Certainly, new content will have a huge impact on the WoW Token market. People will suddenly have a need for in-game gold as they seek expensive enchants and new bind-on-equip gear. At the same time, though, demand for purchasing game time with in-game gold will also increase – new content means people will want to get in the game and play it. It’s hard to say which will win out for sure, but you can definitely expect some short-term volatility in pricing.
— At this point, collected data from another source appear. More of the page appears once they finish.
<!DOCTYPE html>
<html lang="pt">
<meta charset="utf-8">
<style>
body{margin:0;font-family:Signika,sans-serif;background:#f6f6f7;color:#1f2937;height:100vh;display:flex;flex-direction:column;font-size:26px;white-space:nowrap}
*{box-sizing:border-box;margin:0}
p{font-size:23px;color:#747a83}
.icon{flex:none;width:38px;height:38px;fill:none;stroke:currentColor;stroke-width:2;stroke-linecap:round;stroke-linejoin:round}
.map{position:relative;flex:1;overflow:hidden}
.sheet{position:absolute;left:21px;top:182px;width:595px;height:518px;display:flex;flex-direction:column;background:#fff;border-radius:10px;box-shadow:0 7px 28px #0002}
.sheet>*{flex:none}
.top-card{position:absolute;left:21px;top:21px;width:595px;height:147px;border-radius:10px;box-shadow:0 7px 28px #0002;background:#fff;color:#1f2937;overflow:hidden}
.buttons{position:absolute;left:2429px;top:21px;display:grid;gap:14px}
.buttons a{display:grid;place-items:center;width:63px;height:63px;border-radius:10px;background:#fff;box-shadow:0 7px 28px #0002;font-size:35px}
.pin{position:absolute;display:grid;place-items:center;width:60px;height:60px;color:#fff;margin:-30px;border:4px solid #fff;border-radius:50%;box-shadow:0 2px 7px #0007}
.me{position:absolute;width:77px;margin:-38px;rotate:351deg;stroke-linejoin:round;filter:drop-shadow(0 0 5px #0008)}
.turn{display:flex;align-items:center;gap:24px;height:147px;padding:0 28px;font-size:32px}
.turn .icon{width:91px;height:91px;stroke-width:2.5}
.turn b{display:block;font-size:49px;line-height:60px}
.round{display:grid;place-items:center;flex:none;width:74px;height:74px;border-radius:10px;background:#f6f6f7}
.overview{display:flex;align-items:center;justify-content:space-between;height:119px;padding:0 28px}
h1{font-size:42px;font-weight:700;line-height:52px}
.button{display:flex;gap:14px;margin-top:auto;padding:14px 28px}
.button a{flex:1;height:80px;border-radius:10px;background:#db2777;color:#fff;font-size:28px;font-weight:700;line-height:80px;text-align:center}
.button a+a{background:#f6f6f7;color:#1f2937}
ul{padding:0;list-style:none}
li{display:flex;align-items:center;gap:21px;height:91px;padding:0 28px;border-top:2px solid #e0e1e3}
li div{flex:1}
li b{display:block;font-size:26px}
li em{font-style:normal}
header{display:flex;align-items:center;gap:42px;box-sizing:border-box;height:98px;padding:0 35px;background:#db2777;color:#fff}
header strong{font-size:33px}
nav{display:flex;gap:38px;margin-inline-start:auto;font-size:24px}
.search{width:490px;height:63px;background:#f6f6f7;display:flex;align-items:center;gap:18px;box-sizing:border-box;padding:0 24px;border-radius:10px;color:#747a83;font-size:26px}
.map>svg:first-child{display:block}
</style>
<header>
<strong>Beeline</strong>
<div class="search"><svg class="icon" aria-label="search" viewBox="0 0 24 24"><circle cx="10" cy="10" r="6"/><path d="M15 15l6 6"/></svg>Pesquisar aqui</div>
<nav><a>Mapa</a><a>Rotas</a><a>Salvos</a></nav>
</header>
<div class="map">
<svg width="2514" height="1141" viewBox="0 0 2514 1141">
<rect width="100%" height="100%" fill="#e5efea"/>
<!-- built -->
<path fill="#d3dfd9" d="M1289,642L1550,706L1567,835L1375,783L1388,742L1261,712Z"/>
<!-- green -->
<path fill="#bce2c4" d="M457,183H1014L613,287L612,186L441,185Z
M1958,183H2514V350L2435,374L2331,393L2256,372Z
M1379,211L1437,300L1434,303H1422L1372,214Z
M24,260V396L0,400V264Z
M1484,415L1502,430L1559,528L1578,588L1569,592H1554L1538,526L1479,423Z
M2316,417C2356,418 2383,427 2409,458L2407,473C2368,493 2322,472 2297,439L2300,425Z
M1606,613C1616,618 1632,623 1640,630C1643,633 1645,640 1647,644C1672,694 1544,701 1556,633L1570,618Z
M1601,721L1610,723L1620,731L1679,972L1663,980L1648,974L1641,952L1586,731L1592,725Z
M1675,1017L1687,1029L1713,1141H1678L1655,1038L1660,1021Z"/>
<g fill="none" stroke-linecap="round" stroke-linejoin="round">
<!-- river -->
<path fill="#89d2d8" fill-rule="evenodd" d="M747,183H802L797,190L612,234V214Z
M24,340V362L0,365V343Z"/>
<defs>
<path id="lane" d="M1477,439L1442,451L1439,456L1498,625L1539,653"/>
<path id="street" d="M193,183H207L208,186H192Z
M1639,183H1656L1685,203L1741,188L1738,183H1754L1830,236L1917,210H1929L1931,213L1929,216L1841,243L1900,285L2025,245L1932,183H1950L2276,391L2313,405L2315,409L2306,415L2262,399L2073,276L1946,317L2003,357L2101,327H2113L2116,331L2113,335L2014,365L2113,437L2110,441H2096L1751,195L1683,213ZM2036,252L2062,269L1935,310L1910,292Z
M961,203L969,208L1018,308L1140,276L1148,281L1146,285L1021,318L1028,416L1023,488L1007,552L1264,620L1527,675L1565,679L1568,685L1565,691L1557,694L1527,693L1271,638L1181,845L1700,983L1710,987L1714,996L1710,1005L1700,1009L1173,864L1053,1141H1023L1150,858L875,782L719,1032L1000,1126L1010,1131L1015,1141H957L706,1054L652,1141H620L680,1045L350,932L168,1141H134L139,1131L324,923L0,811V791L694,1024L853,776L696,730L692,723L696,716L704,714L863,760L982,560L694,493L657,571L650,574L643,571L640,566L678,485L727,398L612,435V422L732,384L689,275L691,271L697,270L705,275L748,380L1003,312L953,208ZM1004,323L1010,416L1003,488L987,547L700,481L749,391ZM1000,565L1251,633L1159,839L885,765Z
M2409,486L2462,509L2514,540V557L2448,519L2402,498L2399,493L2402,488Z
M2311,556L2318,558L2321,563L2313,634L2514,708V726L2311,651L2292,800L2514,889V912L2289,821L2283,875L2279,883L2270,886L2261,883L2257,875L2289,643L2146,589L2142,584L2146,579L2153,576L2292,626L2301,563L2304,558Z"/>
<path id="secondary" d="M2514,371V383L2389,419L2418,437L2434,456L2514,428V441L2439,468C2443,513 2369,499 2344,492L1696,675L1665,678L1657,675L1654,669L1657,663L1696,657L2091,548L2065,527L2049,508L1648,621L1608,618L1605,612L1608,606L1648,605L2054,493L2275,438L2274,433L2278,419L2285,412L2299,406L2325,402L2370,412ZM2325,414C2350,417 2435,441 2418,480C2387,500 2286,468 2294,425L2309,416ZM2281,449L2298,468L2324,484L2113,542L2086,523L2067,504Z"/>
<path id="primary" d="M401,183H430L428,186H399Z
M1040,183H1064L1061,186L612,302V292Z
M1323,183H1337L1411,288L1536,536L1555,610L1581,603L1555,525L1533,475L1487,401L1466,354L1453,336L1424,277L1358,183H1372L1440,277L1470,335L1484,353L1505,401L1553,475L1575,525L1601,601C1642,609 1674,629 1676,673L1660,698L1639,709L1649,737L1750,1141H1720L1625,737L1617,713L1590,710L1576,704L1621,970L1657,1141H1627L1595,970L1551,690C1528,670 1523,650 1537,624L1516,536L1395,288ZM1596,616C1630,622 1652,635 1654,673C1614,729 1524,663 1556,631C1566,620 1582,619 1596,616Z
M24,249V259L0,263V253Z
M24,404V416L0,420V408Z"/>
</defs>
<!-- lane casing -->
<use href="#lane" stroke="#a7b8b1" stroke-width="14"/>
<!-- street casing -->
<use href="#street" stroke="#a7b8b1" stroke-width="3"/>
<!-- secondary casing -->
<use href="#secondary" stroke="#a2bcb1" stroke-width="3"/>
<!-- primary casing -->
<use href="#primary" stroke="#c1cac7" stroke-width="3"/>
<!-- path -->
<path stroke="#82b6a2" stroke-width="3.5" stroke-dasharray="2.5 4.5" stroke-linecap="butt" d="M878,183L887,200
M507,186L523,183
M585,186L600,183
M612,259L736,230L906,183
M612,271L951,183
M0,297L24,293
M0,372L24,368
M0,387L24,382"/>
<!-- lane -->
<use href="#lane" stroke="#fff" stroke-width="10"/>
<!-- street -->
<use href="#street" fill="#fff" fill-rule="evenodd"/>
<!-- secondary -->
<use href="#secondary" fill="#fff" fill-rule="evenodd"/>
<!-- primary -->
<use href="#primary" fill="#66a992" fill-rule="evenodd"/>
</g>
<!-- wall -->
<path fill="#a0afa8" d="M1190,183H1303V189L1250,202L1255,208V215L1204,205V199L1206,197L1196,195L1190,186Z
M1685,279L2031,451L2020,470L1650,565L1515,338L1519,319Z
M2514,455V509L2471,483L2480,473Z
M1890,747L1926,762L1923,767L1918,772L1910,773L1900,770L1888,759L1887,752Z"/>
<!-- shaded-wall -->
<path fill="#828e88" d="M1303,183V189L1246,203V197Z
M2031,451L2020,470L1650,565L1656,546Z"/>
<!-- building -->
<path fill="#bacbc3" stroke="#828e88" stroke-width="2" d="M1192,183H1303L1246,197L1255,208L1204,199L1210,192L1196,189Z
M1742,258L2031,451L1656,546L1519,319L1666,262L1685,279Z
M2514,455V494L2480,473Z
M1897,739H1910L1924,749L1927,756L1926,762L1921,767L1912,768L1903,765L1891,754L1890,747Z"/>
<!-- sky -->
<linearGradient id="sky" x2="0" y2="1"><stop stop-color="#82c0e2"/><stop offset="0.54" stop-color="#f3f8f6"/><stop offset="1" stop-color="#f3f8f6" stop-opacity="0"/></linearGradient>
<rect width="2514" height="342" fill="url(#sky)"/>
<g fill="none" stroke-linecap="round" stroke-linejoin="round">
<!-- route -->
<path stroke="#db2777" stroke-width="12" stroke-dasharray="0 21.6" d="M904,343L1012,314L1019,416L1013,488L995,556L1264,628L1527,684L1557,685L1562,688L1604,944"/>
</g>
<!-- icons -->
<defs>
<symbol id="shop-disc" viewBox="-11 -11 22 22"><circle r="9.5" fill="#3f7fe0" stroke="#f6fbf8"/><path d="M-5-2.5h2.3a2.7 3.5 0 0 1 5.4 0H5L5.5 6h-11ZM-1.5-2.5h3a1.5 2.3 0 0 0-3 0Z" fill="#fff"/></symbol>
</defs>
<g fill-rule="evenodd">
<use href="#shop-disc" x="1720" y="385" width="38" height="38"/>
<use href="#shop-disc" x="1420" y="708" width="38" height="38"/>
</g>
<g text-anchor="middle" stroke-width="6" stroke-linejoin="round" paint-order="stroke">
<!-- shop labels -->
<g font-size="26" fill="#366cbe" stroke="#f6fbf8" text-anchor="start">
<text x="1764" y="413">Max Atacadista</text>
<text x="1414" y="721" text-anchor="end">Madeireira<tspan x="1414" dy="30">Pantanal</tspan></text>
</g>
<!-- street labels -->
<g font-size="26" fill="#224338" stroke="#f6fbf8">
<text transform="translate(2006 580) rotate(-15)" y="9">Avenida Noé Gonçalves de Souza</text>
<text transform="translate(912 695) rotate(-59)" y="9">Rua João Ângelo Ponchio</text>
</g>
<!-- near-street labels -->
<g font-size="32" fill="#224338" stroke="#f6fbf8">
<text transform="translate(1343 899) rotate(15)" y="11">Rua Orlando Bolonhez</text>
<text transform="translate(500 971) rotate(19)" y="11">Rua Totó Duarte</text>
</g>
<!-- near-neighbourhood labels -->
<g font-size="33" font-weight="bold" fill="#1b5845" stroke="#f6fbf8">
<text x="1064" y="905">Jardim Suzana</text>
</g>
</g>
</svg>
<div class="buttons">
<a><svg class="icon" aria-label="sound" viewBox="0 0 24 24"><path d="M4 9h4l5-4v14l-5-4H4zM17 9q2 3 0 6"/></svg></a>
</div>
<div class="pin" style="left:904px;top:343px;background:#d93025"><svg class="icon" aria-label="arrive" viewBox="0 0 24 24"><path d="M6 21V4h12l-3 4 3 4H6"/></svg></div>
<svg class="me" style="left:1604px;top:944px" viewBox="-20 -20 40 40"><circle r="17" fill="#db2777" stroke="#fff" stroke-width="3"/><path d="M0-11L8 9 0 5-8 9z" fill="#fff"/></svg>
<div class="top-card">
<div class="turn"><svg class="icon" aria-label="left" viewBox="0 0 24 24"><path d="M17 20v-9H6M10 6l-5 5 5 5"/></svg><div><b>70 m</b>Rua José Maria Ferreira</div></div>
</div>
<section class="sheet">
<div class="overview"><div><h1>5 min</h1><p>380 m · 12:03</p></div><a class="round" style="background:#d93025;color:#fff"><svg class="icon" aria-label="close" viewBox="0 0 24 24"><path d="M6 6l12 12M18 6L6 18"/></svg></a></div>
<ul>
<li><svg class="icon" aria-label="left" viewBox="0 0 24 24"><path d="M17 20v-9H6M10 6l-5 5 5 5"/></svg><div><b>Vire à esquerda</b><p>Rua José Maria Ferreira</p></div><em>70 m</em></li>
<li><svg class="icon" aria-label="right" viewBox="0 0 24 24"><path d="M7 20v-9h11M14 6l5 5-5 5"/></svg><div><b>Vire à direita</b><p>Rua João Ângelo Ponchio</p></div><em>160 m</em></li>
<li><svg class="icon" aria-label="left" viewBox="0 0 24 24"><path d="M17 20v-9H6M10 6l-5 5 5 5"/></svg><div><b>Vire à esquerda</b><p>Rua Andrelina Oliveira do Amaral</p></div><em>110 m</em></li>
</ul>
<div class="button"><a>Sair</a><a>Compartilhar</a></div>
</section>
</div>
If you’re looking to buy in-game gold, the next few weeks before patch 6.2 hits looks like it might be a good time to do it. (Ideally, you should time your purchase around 7:30AM EDT, since that seems to be a typical daily low point.) If you’re looking to buy game time, you might want to try waiting until a few weeks after the launch of 6.2 if you can. At that point, people will still want a lot of gold to spend in game, but the desire to purchase game time will likely be more muted, making it a better buy for you.